▶ **PROBLEM DETAILS**
An exact, complete copy of the entries is needed, with the pictures left out.

▶ **PROVIDED DATA**
============================================================

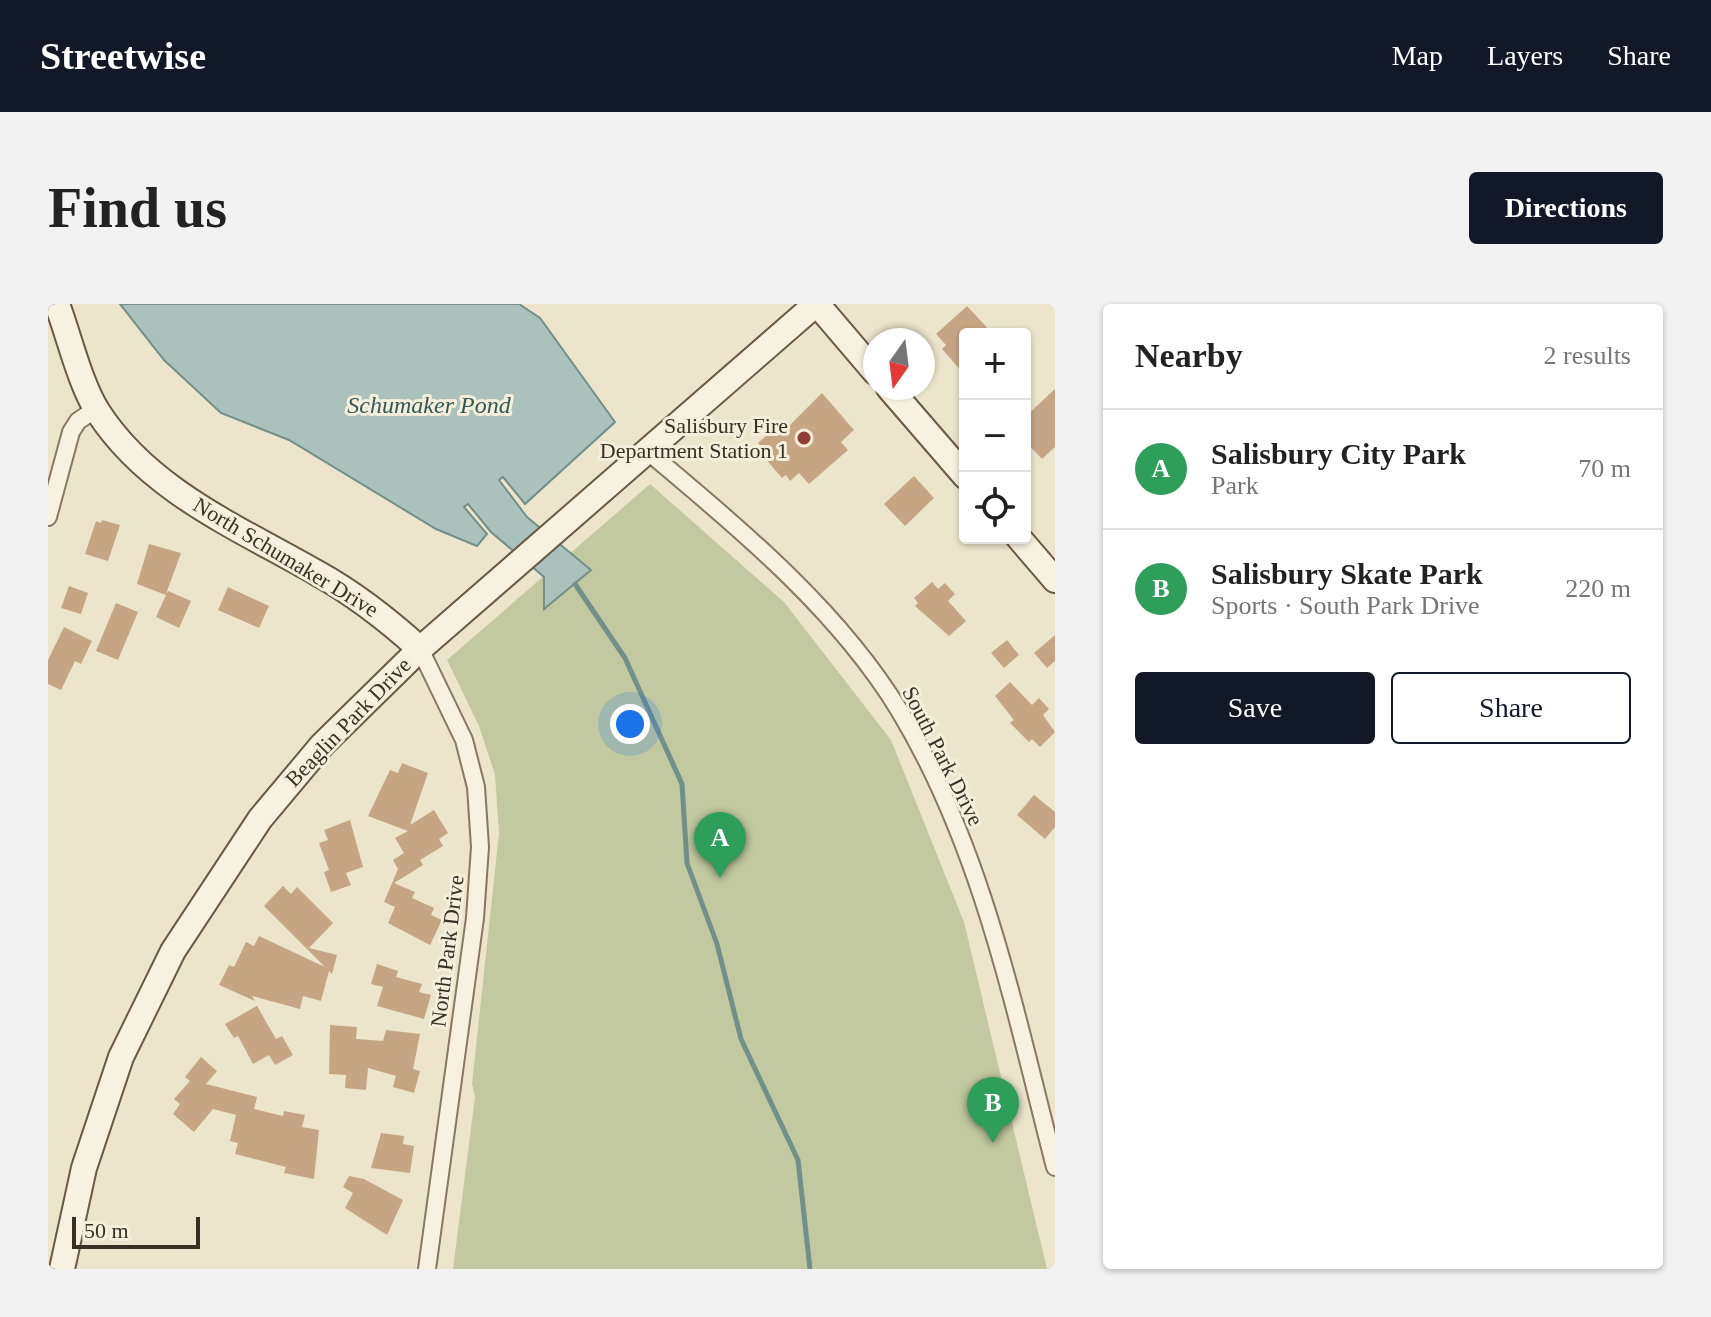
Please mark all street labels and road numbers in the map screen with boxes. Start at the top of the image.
street label: North Schumaker Drive [189,492,383,622]
street label: Beaglin Park Drive [280,652,416,792]
street label: South Park Drive [897,682,989,830]
street label: North Park Drive [425,874,469,1028]

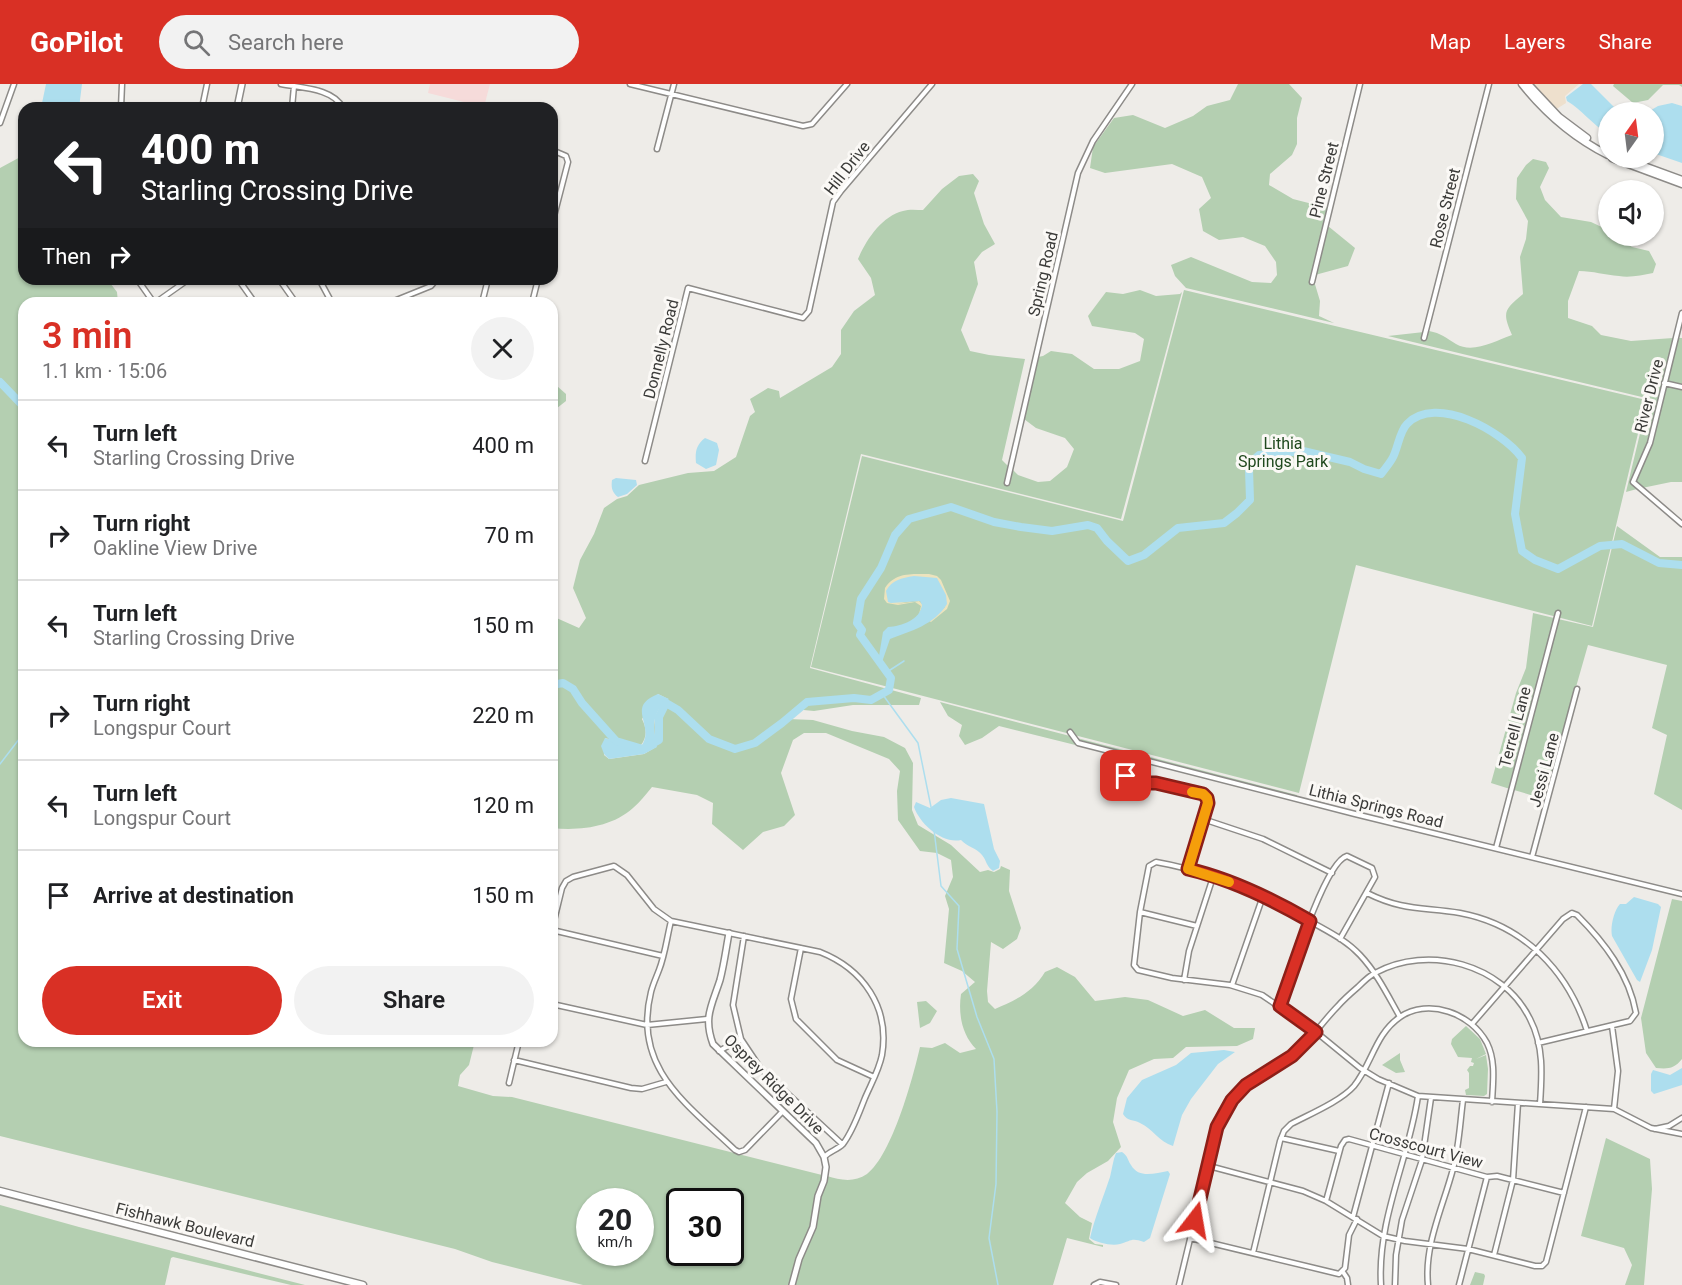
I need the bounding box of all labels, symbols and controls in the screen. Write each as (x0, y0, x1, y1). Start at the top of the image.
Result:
search box (159, 15, 579, 69)
text: GoPilot (30, 26, 123, 59)
icon: search (180, 26, 213, 59)
text: Search here (228, 30, 344, 55)
text: Map (1429, 30, 1471, 54)
text: Layers (1504, 30, 1565, 54)
text: Share (1598, 30, 1652, 54)
north arrow (1598, 102, 1664, 168)
map controls (1598, 102, 1664, 246)
text: 400 m (141, 125, 260, 174)
icon: left (42, 126, 120, 204)
street label: Hill Drive (820, 137, 874, 199)
street label: Pine Street (1305, 140, 1343, 220)
street label: Rose Street (1426, 166, 1464, 250)
text: Starling Crossing Drive (141, 175, 413, 207)
button: sound (1598, 180, 1664, 246)
street label: Spring Road (1024, 230, 1062, 318)
icon: right (103, 240, 136, 273)
text: Then (42, 244, 91, 269)
street label: Donnelly Road (639, 297, 683, 401)
text: 3 min (42, 315, 132, 357)
button: close (471, 317, 534, 380)
street label: River Drive (1631, 357, 1667, 435)
text: 1.1 km · 15:06 (42, 359, 167, 383)
text: Turn left (93, 421, 177, 446)
icon: left (42, 429, 75, 462)
text: 400 m (472, 433, 534, 458)
park label: Lithia Springs Park (1238, 434, 1329, 471)
text: Starling Crossing Drive (93, 446, 295, 470)
text: Turn right (93, 511, 190, 536)
icon: right (42, 519, 75, 552)
text: 70 m (485, 523, 534, 548)
text: Oakline View Drive (93, 536, 257, 560)
text: Turn left (93, 601, 177, 626)
icon: left (42, 609, 75, 642)
text: 150 m (472, 613, 534, 638)
text: Starling Crossing Drive (93, 626, 295, 650)
street label: Terrell Lane (1495, 685, 1535, 769)
text: Turn right (93, 691, 190, 716)
icon: right (42, 699, 75, 732)
text: 220 m (472, 703, 534, 728)
text: Longspur Court (93, 716, 231, 740)
street label: Jessi Lane (1525, 731, 1563, 809)
pin (1100, 750, 1151, 801)
icon: arrive (1109, 759, 1142, 792)
street label: Lithia Springs Road (1307, 780, 1445, 832)
text: Turn left (93, 781, 177, 806)
icon: left (42, 789, 75, 822)
text: 120 m (472, 793, 534, 818)
text: Longspur Court (93, 806, 231, 830)
icon: arrive (42, 879, 75, 912)
text: Arrive at destination (93, 883, 294, 908)
text: 150 m (472, 883, 534, 908)
button: Exit (42, 966, 282, 1035)
button: Share (294, 966, 534, 1035)
street label: Osprey Ridge Drive (720, 1030, 828, 1138)
street label: Crosscourt View (1367, 1124, 1485, 1172)
speed limit sign: 30 (666, 1188, 744, 1266)
position arrow (1163, 1188, 1227, 1252)
street label: Fishhawk Boulevard (114, 1199, 256, 1251)
text: 20 (598, 1202, 632, 1237)
text: km/h (597, 1233, 633, 1251)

============================================================

▶ **TASK OUTPUT**
Please mark all street labels and road numbers in the map screen with boxes. Start at the top of the image.
street label: North Schumaker Drive [189,492,383,622]
street label: Beaglin Park Drive [280,652,416,792]
street label: South Park Drive [897,682,989,830]
street label: North Park Drive [425,874,469,1028]

I need the bounding box of all labels, symbols and controls in the screen. Write each as (x0, y0, x1, y1). Start at the top of the image.
Result:
search box (159, 15, 579, 69)
text: GoPilot (30, 26, 123, 59)
icon: search (180, 26, 213, 59)
text: Search here (228, 30, 344, 55)
text: Map (1429, 30, 1471, 54)
text: Layers (1504, 30, 1565, 54)
text: Share (1598, 30, 1652, 54)
north arrow (1598, 102, 1664, 168)
map controls (1598, 102, 1664, 246)
text: 400 m (141, 125, 260, 174)
icon: left (42, 126, 120, 204)
street label: Hill Drive (820, 137, 874, 199)
street label: Pine Street (1305, 140, 1343, 220)
street label: Rose Street (1426, 166, 1464, 250)
text: Starling Crossing Drive (141, 175, 413, 207)
button: sound (1598, 180, 1664, 246)
street label: Spring Road (1024, 230, 1062, 318)
icon: right (103, 240, 136, 273)
text: Then (42, 244, 91, 269)
street label: Donnelly Road (639, 297, 683, 401)
text: 3 min (42, 315, 132, 357)
button: close (471, 317, 534, 380)
street label: River Drive (1631, 357, 1667, 435)
text: 1.1 km · 15:06 (42, 359, 167, 383)
text: Turn left (93, 421, 177, 446)
icon: left (42, 429, 75, 462)
text: 400 m (472, 433, 534, 458)
park label: Lithia Springs Park (1238, 434, 1329, 471)
text: Starling Crossing Drive (93, 446, 295, 470)
text: Turn right (93, 511, 190, 536)
icon: right (42, 519, 75, 552)
text: 70 m (485, 523, 534, 548)
text: Oakline View Drive (93, 536, 257, 560)
text: Turn left (93, 601, 177, 626)
icon: left (42, 609, 75, 642)
text: 150 m (472, 613, 534, 638)
text: Starling Crossing Drive (93, 626, 295, 650)
street label: Terrell Lane (1495, 685, 1535, 769)
text: Turn right (93, 691, 190, 716)
icon: right (42, 699, 75, 732)
text: 220 m (472, 703, 534, 728)
text: Longspur Court (93, 716, 231, 740)
street label: Jessi Lane (1525, 731, 1563, 809)
pin (1100, 750, 1151, 801)
icon: arrive (1109, 759, 1142, 792)
street label: Lithia Springs Road (1307, 780, 1445, 832)
text: Turn left (93, 781, 177, 806)
icon: left (42, 789, 75, 822)
text: 120 m (472, 793, 534, 818)
text: Longspur Court (93, 806, 231, 830)
icon: arrive (42, 879, 75, 912)
text: Arrive at destination (93, 883, 294, 908)
text: 150 m (472, 883, 534, 908)
button: Exit (42, 966, 282, 1035)
button: Share (294, 966, 534, 1035)
street label: Osprey Ridge Drive (720, 1030, 828, 1138)
street label: Crosscourt View (1367, 1124, 1485, 1172)
speed limit sign: 30 (666, 1188, 744, 1266)
position arrow (1163, 1188, 1227, 1252)
street label: Fishhawk Boulevard (114, 1199, 256, 1251)
text: 20 (598, 1202, 632, 1237)
text: km/h (597, 1233, 633, 1251)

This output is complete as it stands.